If the adversary $A'$ would succeed in forging a message against $\Pi'$ with a non-negligible advantage, then so $A$ would have (at least) the same advantage against $\Pi$. Conversely, this implies that if no such adversary exists against $\Pi$, then none can exist against $\Pi'$ either, and so that the modified scheme $\Pi'$ is (at least) as secure (as a MAC) as the original scheme $\Pi$.

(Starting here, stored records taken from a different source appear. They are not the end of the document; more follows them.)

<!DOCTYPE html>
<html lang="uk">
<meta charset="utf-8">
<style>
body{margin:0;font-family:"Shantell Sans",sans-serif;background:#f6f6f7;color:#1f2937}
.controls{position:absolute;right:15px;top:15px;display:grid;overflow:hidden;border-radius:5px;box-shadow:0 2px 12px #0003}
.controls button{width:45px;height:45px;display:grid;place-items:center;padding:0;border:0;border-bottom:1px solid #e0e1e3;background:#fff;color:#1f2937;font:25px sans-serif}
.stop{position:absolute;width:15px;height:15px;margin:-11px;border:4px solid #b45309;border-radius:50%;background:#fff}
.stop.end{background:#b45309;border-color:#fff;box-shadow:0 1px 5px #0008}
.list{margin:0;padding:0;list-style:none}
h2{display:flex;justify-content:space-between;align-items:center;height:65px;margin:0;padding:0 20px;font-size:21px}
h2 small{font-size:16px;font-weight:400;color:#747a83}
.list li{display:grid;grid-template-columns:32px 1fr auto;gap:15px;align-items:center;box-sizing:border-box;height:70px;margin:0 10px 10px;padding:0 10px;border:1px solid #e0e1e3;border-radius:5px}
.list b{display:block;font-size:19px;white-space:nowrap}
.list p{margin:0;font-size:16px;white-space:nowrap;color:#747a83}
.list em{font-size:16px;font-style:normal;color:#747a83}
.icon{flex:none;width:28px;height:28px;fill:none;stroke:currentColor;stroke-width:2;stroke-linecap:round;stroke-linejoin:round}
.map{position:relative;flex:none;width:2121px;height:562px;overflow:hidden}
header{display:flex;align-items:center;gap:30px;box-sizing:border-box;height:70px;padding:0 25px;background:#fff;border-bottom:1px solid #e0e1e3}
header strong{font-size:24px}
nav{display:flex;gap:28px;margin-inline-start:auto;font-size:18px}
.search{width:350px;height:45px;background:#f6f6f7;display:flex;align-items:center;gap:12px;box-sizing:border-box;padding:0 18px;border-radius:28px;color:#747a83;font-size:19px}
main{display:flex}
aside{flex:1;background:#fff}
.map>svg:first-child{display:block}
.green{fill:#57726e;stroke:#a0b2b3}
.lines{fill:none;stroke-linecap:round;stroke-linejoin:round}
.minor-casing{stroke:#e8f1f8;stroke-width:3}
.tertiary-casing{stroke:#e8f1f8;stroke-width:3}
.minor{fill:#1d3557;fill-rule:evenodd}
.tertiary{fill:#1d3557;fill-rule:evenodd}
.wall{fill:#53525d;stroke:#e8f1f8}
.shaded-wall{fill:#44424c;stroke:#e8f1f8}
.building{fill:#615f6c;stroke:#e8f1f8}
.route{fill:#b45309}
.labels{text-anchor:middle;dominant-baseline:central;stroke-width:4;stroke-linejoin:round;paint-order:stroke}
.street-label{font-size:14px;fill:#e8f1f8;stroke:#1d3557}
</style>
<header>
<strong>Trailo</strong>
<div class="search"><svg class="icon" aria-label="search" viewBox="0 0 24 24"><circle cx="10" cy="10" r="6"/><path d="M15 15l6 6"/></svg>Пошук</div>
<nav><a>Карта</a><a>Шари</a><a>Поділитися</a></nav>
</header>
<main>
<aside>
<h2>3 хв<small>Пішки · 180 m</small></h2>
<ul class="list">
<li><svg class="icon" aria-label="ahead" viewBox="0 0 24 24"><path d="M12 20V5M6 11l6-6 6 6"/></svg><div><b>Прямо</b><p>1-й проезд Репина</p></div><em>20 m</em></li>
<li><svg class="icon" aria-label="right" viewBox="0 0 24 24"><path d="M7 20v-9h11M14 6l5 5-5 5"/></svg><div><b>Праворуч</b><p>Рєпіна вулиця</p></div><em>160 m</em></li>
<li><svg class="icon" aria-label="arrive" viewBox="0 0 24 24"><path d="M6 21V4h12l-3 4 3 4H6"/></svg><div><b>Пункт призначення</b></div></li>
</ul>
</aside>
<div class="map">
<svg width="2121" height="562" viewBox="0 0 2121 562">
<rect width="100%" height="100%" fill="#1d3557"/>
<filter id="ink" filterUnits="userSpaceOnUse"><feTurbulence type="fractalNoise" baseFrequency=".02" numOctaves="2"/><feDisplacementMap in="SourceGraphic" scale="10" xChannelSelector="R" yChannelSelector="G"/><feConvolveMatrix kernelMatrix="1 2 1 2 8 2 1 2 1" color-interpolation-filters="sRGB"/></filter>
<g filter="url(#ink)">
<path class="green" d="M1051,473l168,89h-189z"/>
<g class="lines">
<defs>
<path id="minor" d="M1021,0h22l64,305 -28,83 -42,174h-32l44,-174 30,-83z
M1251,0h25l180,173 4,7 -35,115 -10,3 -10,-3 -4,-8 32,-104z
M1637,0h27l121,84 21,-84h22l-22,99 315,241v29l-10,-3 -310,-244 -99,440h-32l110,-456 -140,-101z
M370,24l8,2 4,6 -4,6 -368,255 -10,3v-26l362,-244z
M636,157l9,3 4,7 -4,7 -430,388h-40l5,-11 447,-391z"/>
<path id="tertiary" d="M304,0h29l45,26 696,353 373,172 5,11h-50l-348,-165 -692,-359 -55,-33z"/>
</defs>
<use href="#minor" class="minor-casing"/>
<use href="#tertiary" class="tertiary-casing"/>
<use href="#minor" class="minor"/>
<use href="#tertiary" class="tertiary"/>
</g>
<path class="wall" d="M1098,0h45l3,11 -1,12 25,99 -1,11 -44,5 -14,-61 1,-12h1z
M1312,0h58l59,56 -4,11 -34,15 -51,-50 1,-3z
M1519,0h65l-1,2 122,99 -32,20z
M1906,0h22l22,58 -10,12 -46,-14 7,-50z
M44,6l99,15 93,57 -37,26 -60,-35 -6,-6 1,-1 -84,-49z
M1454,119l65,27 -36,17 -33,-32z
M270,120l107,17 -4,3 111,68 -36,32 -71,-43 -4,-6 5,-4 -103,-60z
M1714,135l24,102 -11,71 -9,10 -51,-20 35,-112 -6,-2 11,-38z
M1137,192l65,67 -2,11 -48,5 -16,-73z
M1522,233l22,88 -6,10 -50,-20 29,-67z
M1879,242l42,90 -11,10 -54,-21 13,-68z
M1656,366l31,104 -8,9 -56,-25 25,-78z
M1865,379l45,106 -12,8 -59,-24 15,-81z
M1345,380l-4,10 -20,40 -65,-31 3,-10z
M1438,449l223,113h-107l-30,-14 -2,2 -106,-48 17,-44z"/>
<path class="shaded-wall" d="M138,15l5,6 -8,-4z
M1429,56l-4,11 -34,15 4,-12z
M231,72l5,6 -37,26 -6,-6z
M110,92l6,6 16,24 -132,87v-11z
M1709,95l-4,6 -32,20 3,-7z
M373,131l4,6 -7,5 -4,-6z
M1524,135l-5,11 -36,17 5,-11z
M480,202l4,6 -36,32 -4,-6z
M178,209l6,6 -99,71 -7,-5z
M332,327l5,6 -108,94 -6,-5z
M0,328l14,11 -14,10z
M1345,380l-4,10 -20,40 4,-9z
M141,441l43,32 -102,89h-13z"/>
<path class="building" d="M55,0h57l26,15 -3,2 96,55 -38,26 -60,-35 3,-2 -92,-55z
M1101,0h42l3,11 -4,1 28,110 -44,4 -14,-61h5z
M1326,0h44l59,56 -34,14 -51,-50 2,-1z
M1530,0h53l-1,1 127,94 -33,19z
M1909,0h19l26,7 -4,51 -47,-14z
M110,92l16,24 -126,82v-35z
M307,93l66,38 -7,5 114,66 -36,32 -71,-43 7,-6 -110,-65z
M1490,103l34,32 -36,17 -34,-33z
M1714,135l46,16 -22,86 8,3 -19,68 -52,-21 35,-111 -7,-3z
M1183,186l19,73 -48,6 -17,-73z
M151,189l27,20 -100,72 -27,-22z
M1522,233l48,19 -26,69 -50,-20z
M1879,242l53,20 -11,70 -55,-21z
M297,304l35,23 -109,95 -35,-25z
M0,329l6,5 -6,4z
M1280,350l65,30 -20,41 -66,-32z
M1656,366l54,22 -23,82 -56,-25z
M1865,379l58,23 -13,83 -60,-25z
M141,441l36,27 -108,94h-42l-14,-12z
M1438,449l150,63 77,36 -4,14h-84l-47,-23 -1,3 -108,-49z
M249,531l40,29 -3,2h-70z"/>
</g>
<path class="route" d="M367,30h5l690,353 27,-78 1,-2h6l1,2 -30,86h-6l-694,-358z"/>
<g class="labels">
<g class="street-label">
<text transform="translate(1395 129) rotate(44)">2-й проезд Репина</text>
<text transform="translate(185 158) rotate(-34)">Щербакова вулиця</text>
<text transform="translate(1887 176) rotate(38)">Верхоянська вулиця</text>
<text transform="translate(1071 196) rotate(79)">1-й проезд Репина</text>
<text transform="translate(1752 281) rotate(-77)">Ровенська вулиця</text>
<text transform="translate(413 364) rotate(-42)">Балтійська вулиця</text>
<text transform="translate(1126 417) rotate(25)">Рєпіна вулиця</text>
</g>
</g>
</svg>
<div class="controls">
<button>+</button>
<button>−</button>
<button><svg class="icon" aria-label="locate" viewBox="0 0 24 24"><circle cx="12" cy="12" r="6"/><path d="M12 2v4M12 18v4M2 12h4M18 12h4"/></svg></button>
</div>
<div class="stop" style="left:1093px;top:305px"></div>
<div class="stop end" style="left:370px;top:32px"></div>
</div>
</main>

(The subtle part here is that, by the definition of the MAC security game, $A$ fails if it outputs a pair $(m, \tau)$ after having previously received the tag $\tau$ by querying $Mac_k(m)$. But it's easy enough to show that, for this to happen with our constructed adversary $A$, the simulated adversary $A'$ would have had to output $(m, [\tau, m'])$ for some $m'$ in the same situation. If $m' \ne m$, then $A'$ would've failed anyway; otherwise, $A'$ would've previously received $[\tau, m]$ as a response to its simulated query for $Mac'_k(m)$, and so would've also failed.)
On the other hand, $(Gen', Mac')$ is obviously not a PRF over any codomain, at least as long as the message space includes more than one possible message. In particular, let $m_1$ and $m_2$ be two distinct valid messages. Then $Mac'_k(m_1) = [\tau_1, m_1]$ and $Mac'_k(m_2) = [\tau_2, m_2]$ for some arbitrary tags $\tau_1$ and $\tau_2$, whereas, for a random function $f$ with the same domain and codomain, it is (by definition) equally likely that $f(m_1) = [\tau_2, m_2]$ and $f(m_2) = [\tau_1, m_1]$.
This lets us trivially construct a distinguisher: just pick a random input message $m$, query for the corresponding output $f(m)$, and output $\textsf{true}$ if $f(m) = [\tau, m]$ for some tag $\tau$ and $\textsf{false}$ otherwise. This distinguisher will thus always output $\textsf{true}$ if $f = Mac'_k$ for some $k \leftarrow Gen'$, but has at least a 50% chance of outputting $\textsf{false}$ if $f$ is a random function with the same (or larger) codomain as $Mac'$.